Sienna wasn’t certain the information would help her understand the cold fire that lived within her, but it couldn’t do any harm. Knowledge, he thought, gave her a control that had so often been stolen from her life.
“A couple of hours,” she now said, tipping up her head, her hair catching on his shirt, “but I can do that tonight. I could do with a break.”
He tapped her nose with his finger. “Come on then. I’m going to see Lucas—you can visit with Sascha.”
“Oh, great! I haven’t cuddled Naya since several days before the mating ceremony.” She quickly stacked the datapads neatly in her cubicle, then gathered up and put her computer and notes away in the attached locker. “I’m ready.”
They were halfway to the garage when Toby ran up to them, a small backpack slung over one lanky shoulder. “Are you going out? Can I come?” he asked, pushing back hair that wasn’t anywhere close to the cardinal night-sky of his eyes. Habit, Hawke thought, wolf grinning at the memory of the haircut he’d given the boy.

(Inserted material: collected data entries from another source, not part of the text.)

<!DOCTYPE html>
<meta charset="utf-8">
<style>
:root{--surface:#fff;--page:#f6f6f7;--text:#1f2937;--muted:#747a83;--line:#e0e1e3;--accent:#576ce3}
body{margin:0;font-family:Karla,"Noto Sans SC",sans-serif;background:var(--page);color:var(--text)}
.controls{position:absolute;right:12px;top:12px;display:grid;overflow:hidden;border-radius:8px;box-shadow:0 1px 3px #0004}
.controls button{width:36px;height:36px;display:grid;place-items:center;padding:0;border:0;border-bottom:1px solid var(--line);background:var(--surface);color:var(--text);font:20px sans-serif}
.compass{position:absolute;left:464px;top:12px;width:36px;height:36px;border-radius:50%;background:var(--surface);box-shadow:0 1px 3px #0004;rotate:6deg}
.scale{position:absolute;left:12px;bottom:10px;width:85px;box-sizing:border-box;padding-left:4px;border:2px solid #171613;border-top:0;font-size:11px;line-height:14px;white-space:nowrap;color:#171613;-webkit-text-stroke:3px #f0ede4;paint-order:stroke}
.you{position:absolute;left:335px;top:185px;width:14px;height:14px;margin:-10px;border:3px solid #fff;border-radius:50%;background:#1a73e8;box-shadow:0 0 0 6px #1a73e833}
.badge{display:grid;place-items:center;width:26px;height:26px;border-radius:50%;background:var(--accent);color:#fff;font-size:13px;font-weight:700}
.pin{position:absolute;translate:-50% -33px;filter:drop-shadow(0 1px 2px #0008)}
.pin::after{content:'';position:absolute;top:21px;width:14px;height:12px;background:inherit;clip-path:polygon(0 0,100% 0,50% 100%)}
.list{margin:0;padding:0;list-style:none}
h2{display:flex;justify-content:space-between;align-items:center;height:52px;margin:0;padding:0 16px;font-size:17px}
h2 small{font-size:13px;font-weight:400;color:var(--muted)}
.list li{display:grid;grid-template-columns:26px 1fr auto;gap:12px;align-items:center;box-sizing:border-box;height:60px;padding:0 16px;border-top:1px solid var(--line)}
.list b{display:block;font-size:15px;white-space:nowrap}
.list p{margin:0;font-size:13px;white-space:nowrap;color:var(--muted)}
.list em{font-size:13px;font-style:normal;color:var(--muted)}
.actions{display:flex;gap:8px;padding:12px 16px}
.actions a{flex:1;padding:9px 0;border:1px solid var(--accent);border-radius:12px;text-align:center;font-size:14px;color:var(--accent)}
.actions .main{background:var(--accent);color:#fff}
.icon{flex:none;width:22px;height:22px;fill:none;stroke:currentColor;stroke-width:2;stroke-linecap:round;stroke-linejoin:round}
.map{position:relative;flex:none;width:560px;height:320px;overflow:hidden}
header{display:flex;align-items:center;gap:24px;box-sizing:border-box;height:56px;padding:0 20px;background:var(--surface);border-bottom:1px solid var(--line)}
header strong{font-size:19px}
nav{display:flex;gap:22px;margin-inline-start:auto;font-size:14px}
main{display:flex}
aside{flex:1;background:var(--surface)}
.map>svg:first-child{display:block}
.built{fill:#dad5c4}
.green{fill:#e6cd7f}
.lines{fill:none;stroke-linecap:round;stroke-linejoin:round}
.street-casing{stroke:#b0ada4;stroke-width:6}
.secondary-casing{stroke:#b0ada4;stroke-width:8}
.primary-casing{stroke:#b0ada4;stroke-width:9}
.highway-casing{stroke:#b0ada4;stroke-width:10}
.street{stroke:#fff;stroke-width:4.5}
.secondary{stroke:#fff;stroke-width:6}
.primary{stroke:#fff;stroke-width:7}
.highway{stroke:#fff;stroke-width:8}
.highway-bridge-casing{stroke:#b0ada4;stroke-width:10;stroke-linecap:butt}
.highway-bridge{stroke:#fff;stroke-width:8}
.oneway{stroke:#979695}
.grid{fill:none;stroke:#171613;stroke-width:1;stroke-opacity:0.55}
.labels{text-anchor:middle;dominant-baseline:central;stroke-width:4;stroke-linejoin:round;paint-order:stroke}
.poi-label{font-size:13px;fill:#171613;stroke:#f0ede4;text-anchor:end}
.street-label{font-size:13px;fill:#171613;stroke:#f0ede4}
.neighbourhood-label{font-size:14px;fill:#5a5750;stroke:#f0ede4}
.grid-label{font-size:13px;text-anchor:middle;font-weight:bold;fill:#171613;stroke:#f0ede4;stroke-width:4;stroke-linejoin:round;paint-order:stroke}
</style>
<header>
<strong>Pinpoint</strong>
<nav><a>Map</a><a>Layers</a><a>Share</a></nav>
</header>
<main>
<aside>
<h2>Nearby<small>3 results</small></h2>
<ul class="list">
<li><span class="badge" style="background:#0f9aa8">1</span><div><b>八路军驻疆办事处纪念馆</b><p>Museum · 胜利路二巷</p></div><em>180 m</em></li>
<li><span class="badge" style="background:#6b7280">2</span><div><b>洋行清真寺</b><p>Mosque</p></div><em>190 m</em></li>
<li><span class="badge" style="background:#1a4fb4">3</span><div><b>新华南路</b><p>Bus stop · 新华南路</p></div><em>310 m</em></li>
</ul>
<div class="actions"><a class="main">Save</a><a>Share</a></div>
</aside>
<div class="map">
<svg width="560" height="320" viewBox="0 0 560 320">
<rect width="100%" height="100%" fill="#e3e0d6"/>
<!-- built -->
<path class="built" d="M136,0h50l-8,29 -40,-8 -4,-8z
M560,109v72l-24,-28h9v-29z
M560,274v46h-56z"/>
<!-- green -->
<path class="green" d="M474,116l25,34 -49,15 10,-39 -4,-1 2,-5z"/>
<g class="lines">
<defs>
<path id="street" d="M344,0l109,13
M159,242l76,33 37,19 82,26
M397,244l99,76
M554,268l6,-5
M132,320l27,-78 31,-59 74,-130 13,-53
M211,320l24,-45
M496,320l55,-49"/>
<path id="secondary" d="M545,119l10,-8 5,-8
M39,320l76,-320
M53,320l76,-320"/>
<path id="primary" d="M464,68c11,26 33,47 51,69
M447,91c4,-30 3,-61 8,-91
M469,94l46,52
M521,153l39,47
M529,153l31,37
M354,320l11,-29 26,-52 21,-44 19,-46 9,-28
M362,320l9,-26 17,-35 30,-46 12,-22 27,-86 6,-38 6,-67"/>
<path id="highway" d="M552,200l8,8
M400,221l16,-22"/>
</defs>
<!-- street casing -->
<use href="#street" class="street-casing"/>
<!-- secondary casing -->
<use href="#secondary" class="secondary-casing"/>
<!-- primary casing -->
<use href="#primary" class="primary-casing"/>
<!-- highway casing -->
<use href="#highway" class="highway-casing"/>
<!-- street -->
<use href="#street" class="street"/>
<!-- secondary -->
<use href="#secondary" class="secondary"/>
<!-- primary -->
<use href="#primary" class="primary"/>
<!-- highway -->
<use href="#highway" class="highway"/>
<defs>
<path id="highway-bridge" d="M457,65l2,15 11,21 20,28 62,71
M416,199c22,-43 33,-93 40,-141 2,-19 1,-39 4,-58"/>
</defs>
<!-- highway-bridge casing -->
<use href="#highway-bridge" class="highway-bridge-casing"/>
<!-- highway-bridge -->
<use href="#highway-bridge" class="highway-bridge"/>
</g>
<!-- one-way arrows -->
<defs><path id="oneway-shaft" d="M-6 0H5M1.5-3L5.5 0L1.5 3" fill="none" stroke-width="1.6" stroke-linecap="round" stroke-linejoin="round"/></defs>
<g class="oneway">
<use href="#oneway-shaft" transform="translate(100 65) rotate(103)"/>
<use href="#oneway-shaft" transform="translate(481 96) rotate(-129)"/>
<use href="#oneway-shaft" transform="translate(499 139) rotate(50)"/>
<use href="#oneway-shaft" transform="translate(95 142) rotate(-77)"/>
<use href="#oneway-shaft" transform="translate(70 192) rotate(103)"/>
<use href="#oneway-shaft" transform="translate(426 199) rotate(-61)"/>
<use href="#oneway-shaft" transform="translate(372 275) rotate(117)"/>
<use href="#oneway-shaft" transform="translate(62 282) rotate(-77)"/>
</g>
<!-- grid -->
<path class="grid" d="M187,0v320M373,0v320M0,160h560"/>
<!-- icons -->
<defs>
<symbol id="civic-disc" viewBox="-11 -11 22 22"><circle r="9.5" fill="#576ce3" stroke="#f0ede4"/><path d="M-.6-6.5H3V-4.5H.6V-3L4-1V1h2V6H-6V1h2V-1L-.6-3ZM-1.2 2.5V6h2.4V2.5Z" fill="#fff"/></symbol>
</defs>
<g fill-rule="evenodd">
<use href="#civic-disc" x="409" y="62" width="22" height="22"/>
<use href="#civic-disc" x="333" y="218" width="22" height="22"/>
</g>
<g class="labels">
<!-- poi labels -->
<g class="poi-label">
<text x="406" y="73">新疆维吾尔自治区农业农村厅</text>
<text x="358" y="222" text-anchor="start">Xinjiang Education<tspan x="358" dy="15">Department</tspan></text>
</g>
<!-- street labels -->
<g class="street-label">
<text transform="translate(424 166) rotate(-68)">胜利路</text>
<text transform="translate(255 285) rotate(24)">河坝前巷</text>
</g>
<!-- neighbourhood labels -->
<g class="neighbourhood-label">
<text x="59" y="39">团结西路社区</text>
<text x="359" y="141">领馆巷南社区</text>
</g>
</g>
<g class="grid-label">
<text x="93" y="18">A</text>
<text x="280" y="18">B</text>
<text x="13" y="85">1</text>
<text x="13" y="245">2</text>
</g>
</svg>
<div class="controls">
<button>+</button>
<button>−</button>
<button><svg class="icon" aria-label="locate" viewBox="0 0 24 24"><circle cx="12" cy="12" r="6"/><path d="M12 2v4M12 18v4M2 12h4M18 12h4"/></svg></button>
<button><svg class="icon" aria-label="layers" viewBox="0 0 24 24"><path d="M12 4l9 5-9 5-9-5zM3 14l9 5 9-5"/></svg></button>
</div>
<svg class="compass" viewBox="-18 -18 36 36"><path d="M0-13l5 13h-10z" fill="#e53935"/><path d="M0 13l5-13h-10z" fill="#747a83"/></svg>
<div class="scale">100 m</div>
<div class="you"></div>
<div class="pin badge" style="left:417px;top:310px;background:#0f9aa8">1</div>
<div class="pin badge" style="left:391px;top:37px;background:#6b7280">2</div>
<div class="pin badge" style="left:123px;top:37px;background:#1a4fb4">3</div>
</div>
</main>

Sienna reached out to straighten his collar. “You complete your kitchen chores?”
“He did,” Hawke answered to Toby’s grin. “Brought me some food not long ago.”
“I even finished my homework,” the boy added, and got the permission he’d requested to join them. Smiling, he fell in beside them. “We got out of school early today, and we don’t have to start till after ten tomorrow because we have a night class.” Toby all but vibrated with excitement. “Elias and Sam are going to teach us how to track in the dark. It’s going to be real late, when everything’s quiet.”
Hawke remembered those classes from his own youth, the memories poignant … because his lieutenant father had been one of the teachers. Looking at Toby’s eager face, it seemed impossible that he’d ever been that young, but his wolf vividly recalled stalking through the nocturnal whispering of the forest, trying to be quiet, so quiet. It made him proud that in spite of everything that had happened, SnowDancer’s young continued to have the chance to be children, to learn and play and grow.